Work required. Two lines below mark the span: the one containing "const poly = rows" and the one containing "context.font = font". Set down both, plus every line between, exactly as they stand, and nothing else.

Dataset entries
****************************************

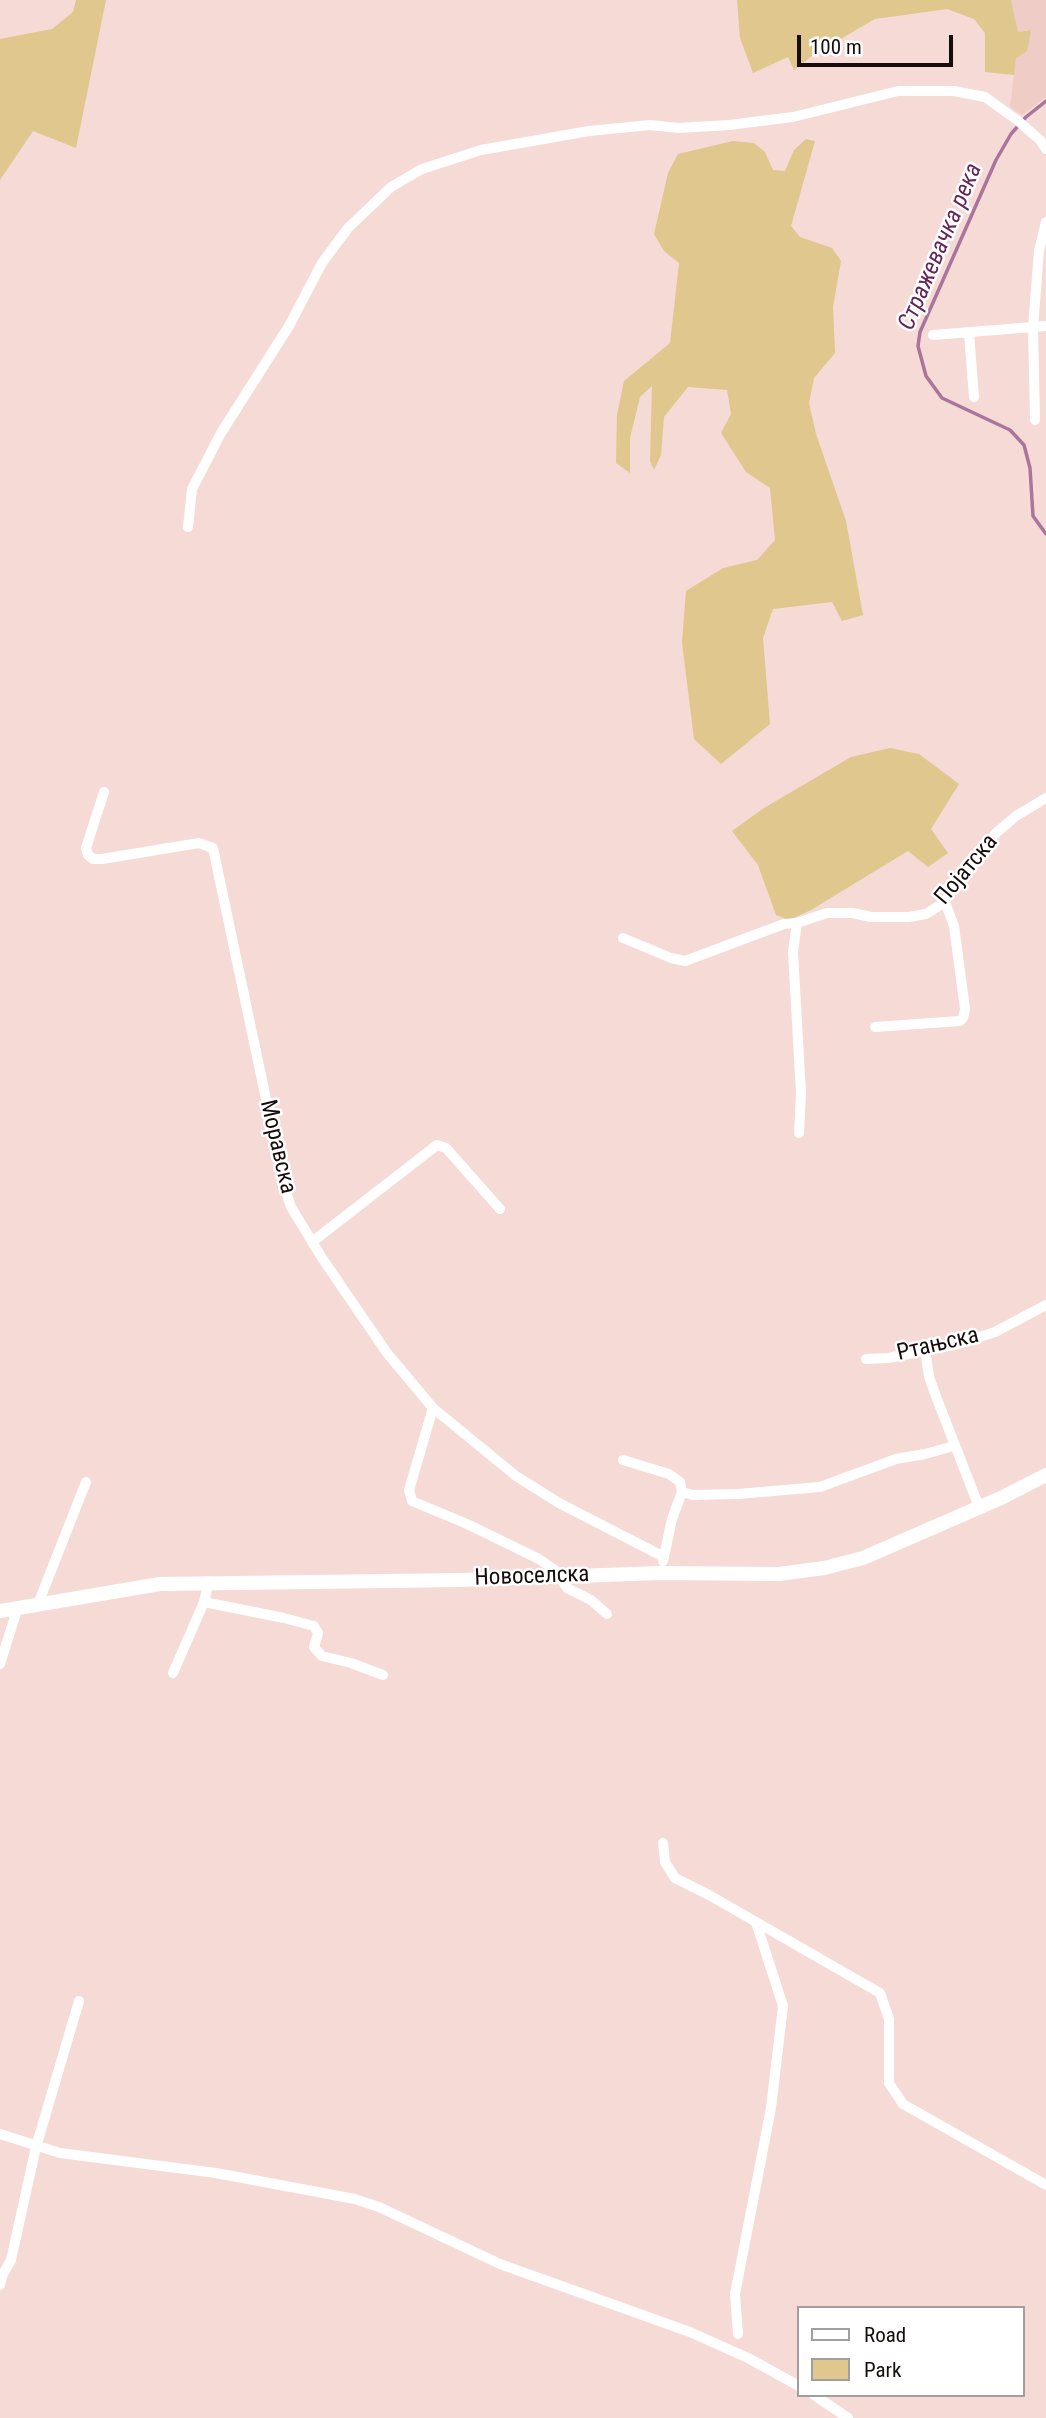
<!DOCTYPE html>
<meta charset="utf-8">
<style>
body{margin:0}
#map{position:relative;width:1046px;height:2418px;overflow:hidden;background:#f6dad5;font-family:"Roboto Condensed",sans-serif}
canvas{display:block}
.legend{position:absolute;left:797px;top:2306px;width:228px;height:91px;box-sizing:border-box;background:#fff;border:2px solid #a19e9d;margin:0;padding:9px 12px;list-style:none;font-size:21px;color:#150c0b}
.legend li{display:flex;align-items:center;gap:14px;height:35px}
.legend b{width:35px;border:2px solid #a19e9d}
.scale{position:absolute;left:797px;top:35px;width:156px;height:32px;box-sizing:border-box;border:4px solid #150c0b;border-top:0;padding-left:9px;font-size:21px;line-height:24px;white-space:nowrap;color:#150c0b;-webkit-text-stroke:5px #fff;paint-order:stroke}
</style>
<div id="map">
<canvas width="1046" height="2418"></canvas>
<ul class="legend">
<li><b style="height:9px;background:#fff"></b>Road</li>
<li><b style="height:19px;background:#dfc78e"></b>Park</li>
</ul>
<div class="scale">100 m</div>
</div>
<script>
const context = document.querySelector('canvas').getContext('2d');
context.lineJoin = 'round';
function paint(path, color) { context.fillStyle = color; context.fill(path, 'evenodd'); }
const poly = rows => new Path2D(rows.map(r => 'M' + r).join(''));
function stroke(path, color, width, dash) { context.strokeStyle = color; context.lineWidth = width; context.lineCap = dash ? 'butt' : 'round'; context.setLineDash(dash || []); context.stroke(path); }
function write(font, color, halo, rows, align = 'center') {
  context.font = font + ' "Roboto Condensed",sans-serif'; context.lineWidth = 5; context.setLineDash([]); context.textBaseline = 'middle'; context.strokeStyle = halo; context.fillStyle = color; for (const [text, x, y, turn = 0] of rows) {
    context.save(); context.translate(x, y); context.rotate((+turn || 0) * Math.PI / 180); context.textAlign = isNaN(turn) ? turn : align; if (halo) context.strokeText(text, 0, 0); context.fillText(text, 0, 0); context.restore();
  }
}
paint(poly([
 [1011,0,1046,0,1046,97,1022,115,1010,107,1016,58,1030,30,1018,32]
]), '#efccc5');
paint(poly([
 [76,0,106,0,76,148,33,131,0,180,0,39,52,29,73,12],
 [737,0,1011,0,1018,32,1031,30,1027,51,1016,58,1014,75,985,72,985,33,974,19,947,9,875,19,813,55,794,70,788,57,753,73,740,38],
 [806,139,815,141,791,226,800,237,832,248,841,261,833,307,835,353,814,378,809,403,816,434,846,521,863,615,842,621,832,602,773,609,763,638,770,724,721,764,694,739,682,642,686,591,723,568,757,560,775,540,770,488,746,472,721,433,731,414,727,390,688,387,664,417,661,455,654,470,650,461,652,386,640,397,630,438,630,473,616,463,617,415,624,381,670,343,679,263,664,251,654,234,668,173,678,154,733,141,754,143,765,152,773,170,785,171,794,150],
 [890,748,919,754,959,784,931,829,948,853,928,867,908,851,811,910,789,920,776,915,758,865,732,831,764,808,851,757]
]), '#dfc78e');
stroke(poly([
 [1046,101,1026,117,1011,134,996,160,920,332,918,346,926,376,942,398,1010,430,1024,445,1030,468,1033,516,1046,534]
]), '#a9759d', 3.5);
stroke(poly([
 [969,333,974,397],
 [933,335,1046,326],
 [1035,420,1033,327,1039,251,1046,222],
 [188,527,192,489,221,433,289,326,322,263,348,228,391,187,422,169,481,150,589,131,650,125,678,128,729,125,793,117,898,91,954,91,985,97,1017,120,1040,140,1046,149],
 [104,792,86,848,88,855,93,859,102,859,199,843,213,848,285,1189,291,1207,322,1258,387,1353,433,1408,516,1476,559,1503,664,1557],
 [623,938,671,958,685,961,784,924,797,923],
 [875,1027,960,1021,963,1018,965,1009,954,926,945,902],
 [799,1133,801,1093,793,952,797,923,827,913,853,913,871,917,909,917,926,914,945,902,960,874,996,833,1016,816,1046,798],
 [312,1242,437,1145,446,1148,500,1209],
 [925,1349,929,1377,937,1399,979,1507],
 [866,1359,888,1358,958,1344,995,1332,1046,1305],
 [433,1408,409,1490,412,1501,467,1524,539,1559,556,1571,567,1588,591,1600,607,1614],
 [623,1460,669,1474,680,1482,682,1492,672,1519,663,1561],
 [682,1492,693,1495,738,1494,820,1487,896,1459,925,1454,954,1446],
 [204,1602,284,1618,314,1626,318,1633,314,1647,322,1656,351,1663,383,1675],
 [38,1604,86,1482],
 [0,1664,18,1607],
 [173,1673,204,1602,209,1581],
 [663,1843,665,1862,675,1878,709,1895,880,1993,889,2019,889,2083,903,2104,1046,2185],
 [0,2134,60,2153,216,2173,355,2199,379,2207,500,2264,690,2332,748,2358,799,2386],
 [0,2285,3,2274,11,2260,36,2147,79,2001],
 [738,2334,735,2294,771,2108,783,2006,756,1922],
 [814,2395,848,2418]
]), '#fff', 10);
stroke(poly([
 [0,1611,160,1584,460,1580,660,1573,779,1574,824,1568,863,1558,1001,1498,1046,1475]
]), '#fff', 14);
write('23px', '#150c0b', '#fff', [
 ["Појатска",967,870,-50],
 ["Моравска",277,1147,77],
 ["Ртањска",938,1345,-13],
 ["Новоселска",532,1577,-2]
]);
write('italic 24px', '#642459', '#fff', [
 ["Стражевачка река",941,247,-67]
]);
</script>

****************************************

Solution to the exercise.
const poly = rows => new Path2D(rows.map(r => 'M' + r).join(''));
function stroke(path, color, width, dash) { context.strokeStyle = color; context.lineWidth = width; context.lineCap = dash ? 'butt' : 'round'; context.setLineDash(dash || []); context.stroke(path); }
function write(font, color, halo, rows, align = 'center') {
  context.font = font + ' "Roboto Condensed",sans-serif'; context.lineWidth = 5; context.setLineDash([]); context.textBaseline = 'middle'; context.strokeStyle = halo; context.fillStyle = color; for (const [text, x, y, turn = 0] of rows) {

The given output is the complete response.